> To do: Scan the entries that follow for the word "labels", then report every line in which it appears.

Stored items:
______________________________
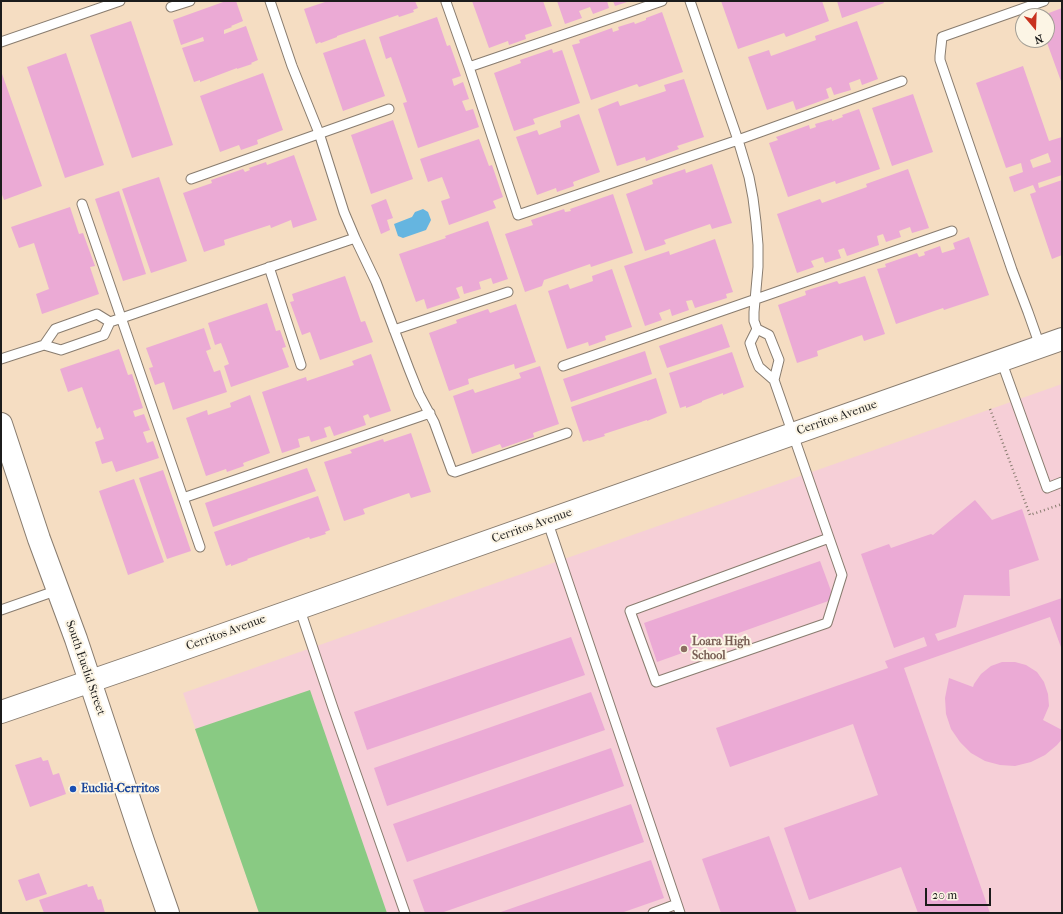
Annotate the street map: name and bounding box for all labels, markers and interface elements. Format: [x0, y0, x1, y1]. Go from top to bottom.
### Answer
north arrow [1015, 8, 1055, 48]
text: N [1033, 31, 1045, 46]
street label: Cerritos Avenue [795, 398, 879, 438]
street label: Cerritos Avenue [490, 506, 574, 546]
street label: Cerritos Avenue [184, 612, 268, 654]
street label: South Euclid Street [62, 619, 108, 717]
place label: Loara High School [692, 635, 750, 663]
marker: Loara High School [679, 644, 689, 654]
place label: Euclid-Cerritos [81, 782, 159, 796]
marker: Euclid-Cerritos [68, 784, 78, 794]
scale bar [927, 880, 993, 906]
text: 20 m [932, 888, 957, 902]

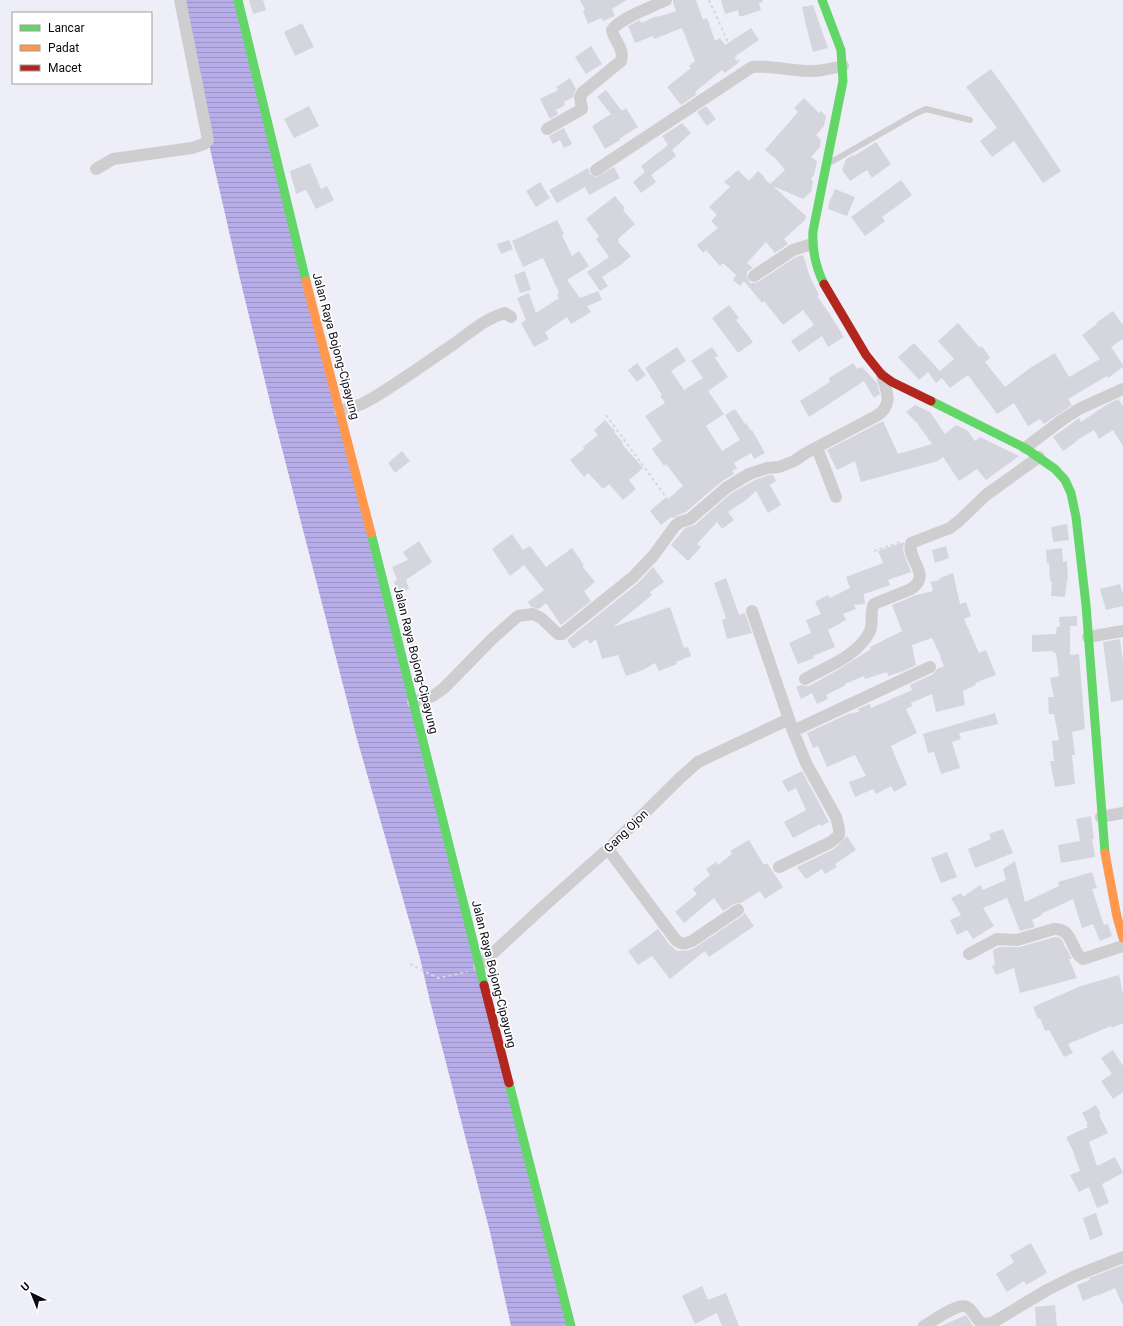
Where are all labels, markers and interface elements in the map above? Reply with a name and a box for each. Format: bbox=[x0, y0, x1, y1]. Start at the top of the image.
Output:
______________________________
> Answer to this problem:
Annotate the street map: name and bounding box for all labels, markers and interface elements. Format: [x0, y0, x1, y1]. Go from top to bottom.
Where are all labels, markers and interface elements in the map above? Reply with a name and a box for each. Format: bbox=[x0, y0, x1, y1]. Start at the top of the image.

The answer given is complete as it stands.